After installation, run:

$ hadoop HDTBuilderDriver
# This first try to read configuration parameters at the default config file (HDTMRBuilder.xml), using default values for those missing parameters. It reads RDF input data from the default 'input' folder and outputs the HDT conversion in 'output.hdt'

$ hadoop HDTBuilderDriver -i mashup
# Same previous example, but it reads RDF input data from the directory 'mashup'

$ hadoop HDTBuilderDriver -c lubm-dictionary.xml -p 0.01
# It uses 'lubm-dictionary.xml' as the configuration file. This file states that input data must be taken from the 'lubm' directory and it forces to compute only the HDT dictionary, which is written in 'dictionary/dictionary.hdt'
# It uses 0.01 as the probability of using each element for sampling.

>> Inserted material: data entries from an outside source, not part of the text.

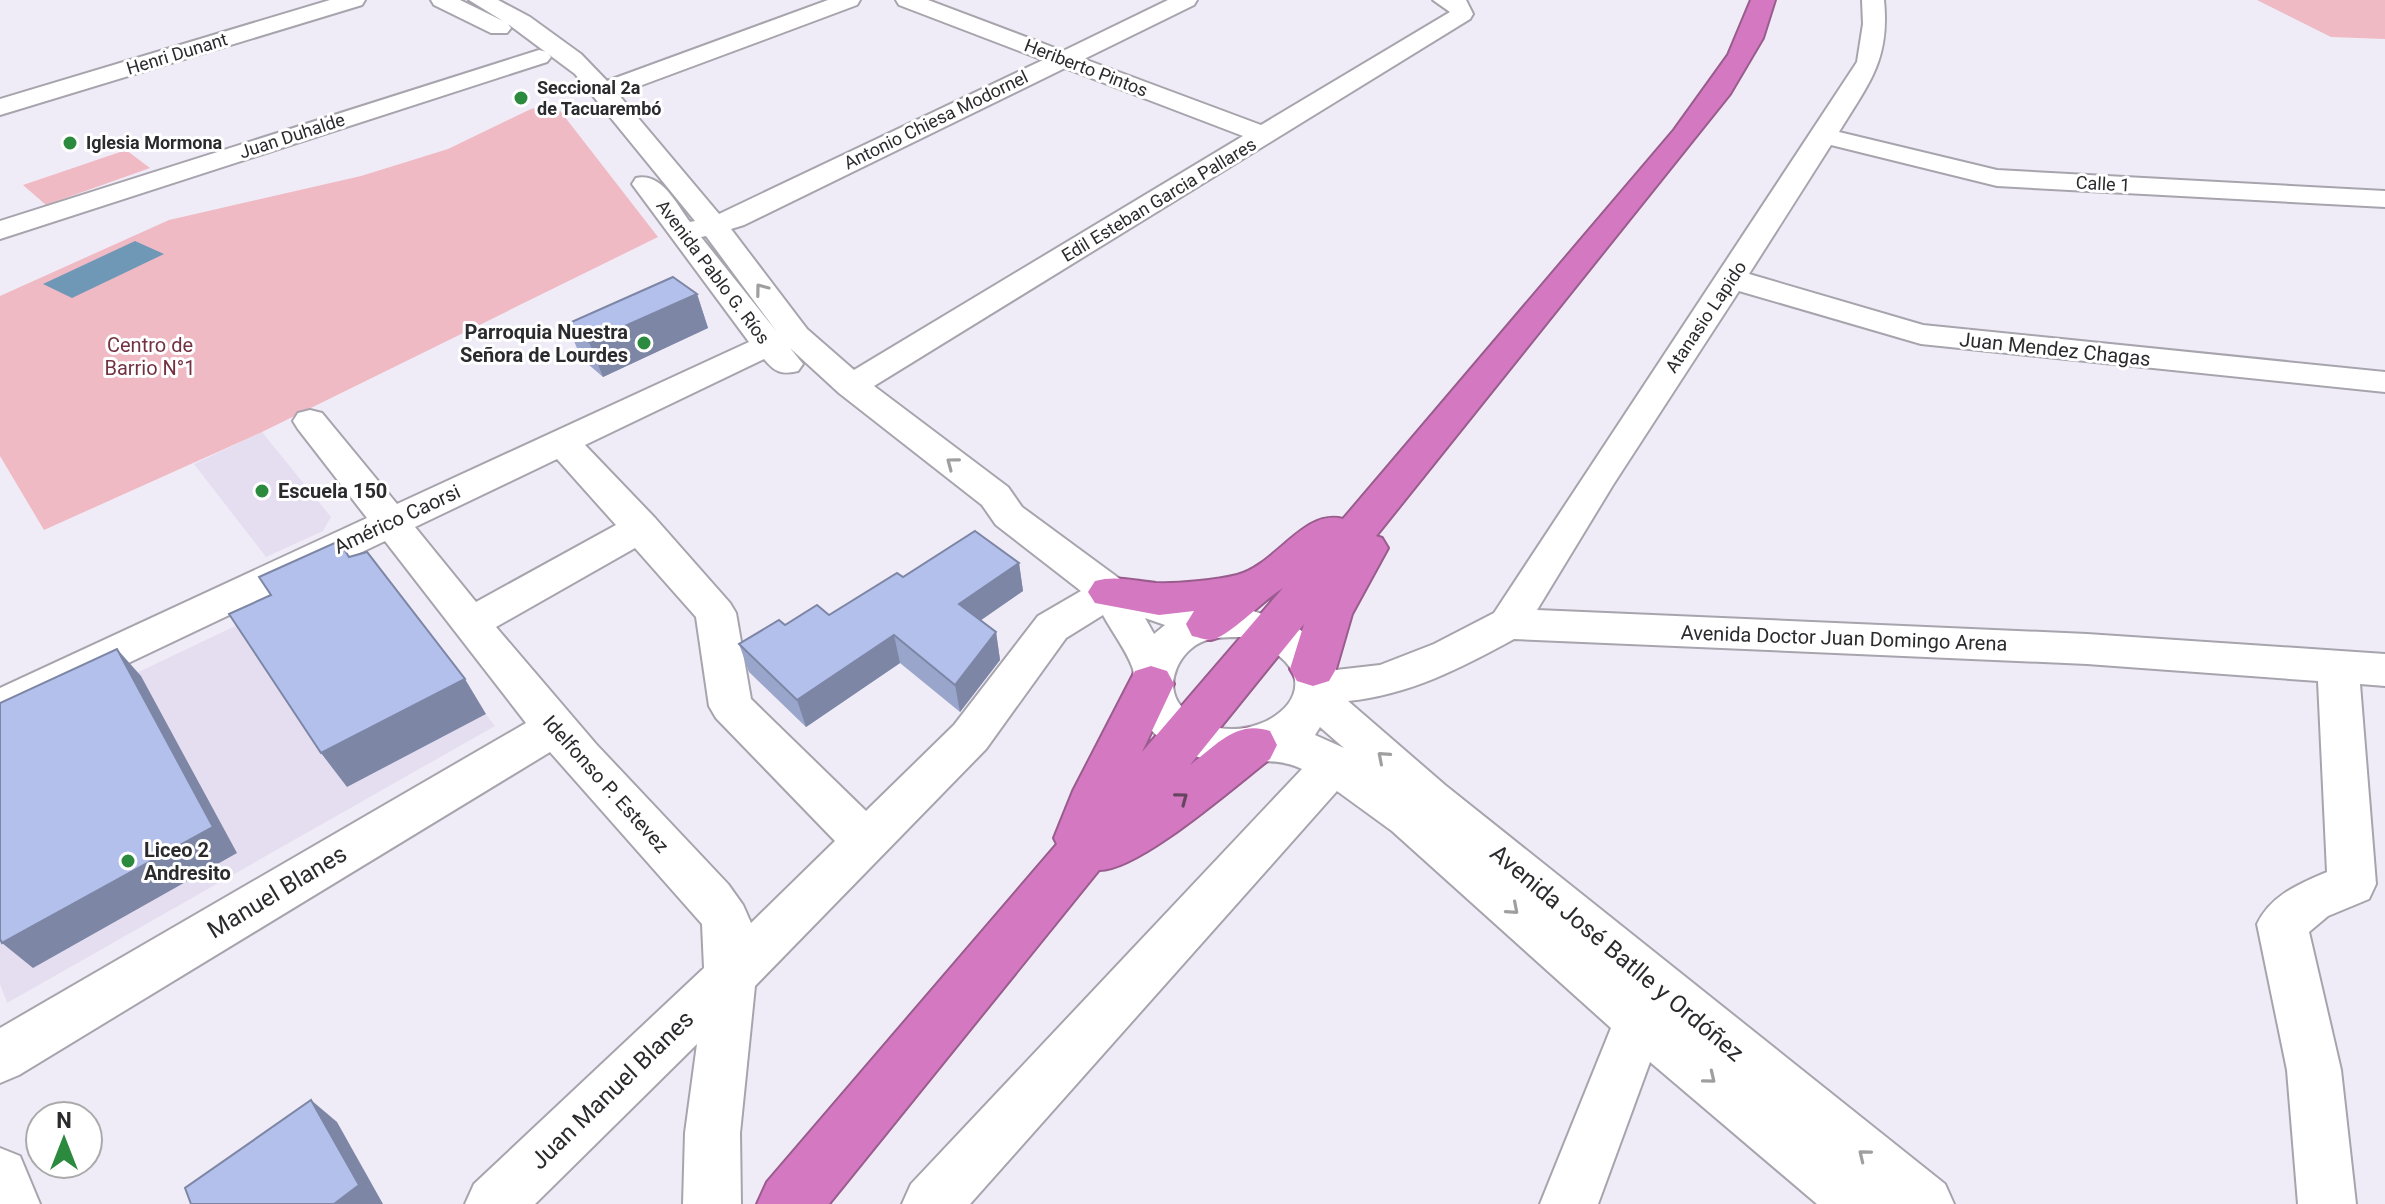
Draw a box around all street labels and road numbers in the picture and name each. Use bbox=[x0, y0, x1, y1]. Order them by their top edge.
street label: Henri Dunant bbox=[124, 28, 230, 79]
street label: Heriberto Pintos bbox=[1022, 34, 1151, 101]
street label: Antonio Chiesa Modornel bbox=[840, 66, 1031, 173]
street label: Juan Duhalde bbox=[236, 109, 347, 162]
street label: Edil Esteban Garcia Pallares bbox=[1058, 133, 1260, 266]
street label: Calle 1 bbox=[2075, 172, 2131, 195]
street label: Avenida Pablo G. Ríos bbox=[652, 195, 774, 348]
street label: Atanasio Lapido bbox=[1661, 257, 1751, 376]
street label: Juan Mendez Chagas bbox=[1958, 327, 2152, 371]
street label: Américo Caorsi bbox=[330, 479, 464, 559]
street label: Avenida Doctor Juan Domingo Arena bbox=[1680, 620, 2008, 656]
street label: Idelfonso P. Estevez bbox=[538, 710, 674, 858]
street label: Avenida José Batlle y Ordóñez bbox=[1485, 839, 1749, 1067]
street label: Manuel Blanes bbox=[202, 840, 352, 944]
street label: Juan Manuel Blanes bbox=[525, 1005, 699, 1175]

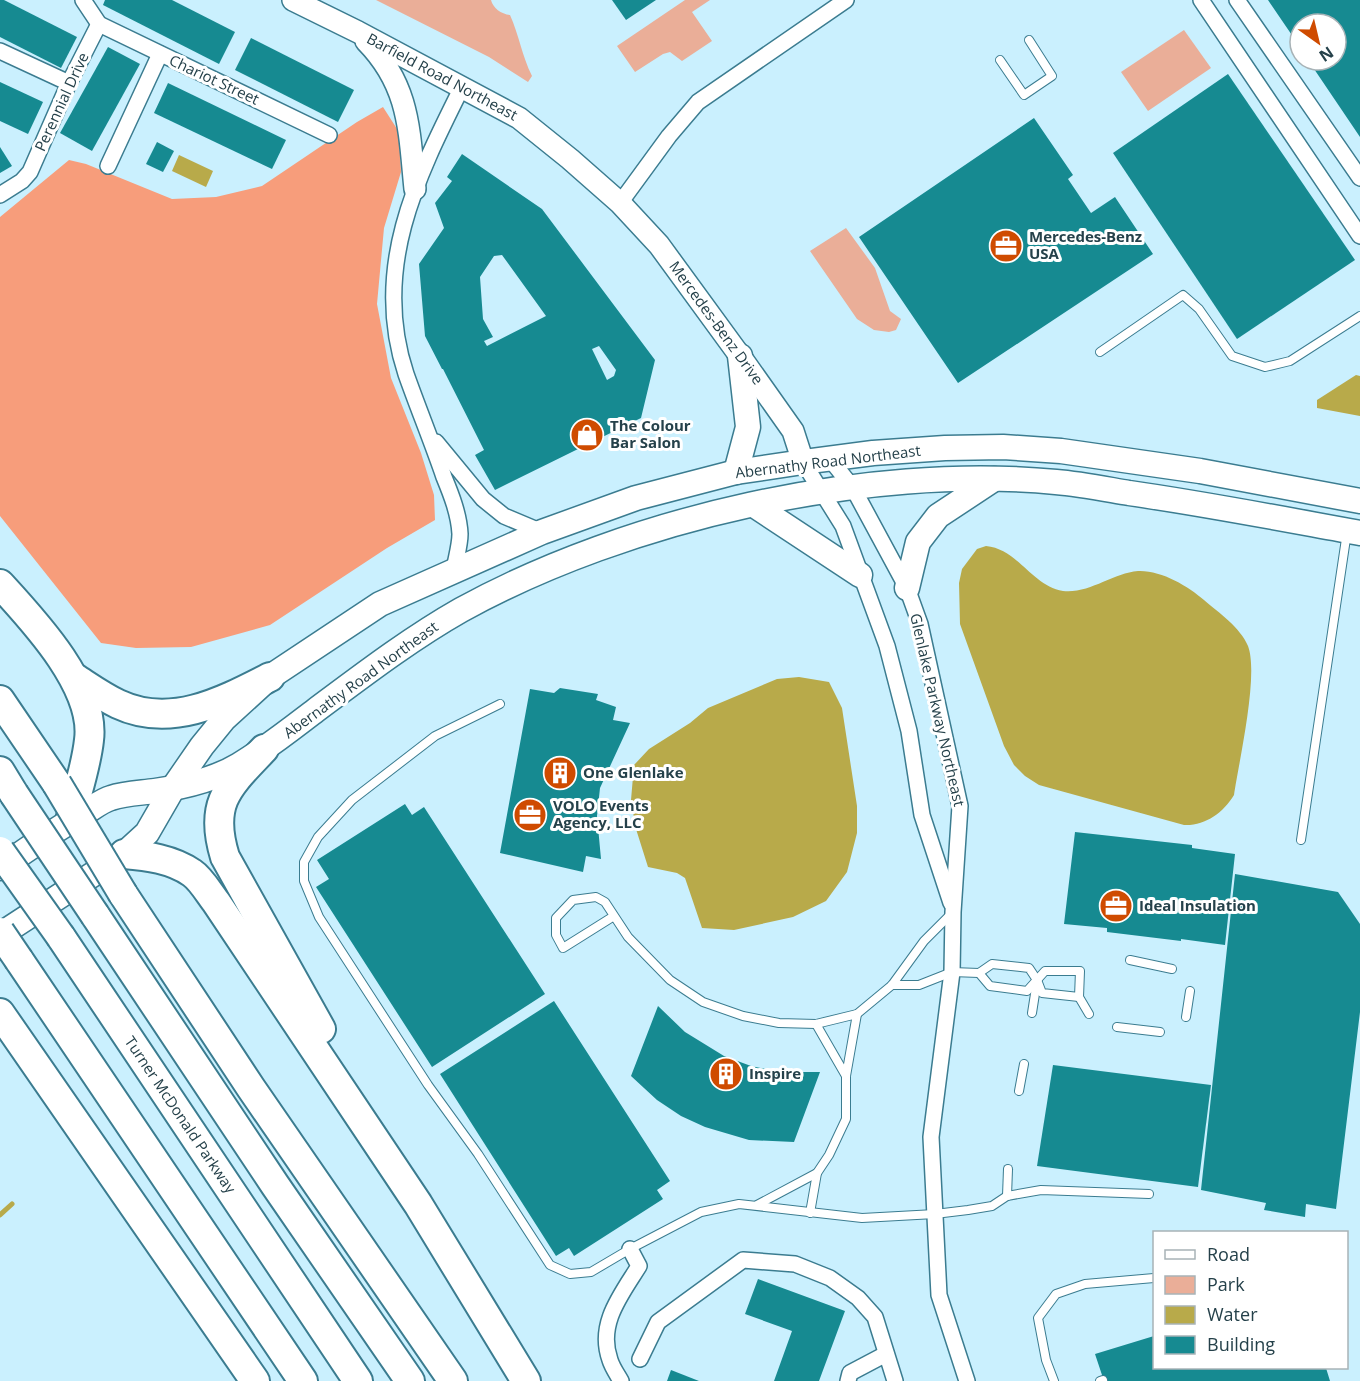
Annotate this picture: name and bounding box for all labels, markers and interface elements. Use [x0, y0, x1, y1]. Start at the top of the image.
north arrow [1288, 12, 1348, 72]
street label: Barfield Road Northeast [364, 28, 521, 124]
text: N [1315, 42, 1338, 67]
street label: Perennial Drive [29, 49, 93, 154]
street label: Chariot Street [166, 50, 263, 109]
place label: Mercedes-Benz USA [1029, 226, 1142, 263]
office icon: Mercedes-Benz USA [988, 228, 1024, 264]
street label: Mercedes-Benz Drive [665, 257, 768, 388]
place label: The Colour Bar Salon [610, 415, 691, 452]
shop icon: The Colour Bar Salon [569, 417, 605, 453]
street label: Abernathy Road Northeast [734, 440, 922, 482]
street label: Glenlake Parkway Northeast [906, 611, 970, 808]
street label: Abernathy Road Northeast [279, 616, 442, 742]
building icon: One Glenlake [542, 755, 578, 791]
place label: One Glenlake [583, 762, 684, 782]
place label: VOLO Events Agency, LLC [553, 795, 649, 832]
office icon: VOLO Events Agency, LLC [512, 797, 548, 833]
office icon: Ideal Insulation [1098, 888, 1134, 924]
place label: Ideal Insulation [1139, 895, 1256, 915]
street label: Turner McDonald Parkway [121, 1032, 241, 1197]
building icon: Inspire [708, 1056, 744, 1092]
place label: Inspire [749, 1063, 801, 1083]
legend [1153, 1231, 1348, 1369]
text: Road [1207, 1242, 1250, 1266]
text: Park [1207, 1272, 1245, 1296]
text: Water [1207, 1302, 1258, 1326]
text: Building [1207, 1332, 1275, 1356]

$ hadoop HDTBuilderDriver -c lubm-triples.xml -Rt 1 -Rts 1
# It uses 'lubm-triples.xml' as the configuration file. This file states that input data must be taken from the 'lubm' directory and it forces to compute the HDT triples and the final HDT representation by taken the already computed dictionary in 'dictionary/dictionary.hdt'
# It forces to use one reducer in both jobs.

License
===============

All HDT-MR content is licensed by Lesser General Public License.

Acknowledgements
================

HDT-MR is a project partially funded by Ministerio de Economia y Competitividad, Spain: TIN2013-46238-C4-3-R, and Austrian Science Fund (FWF): M1720-G11.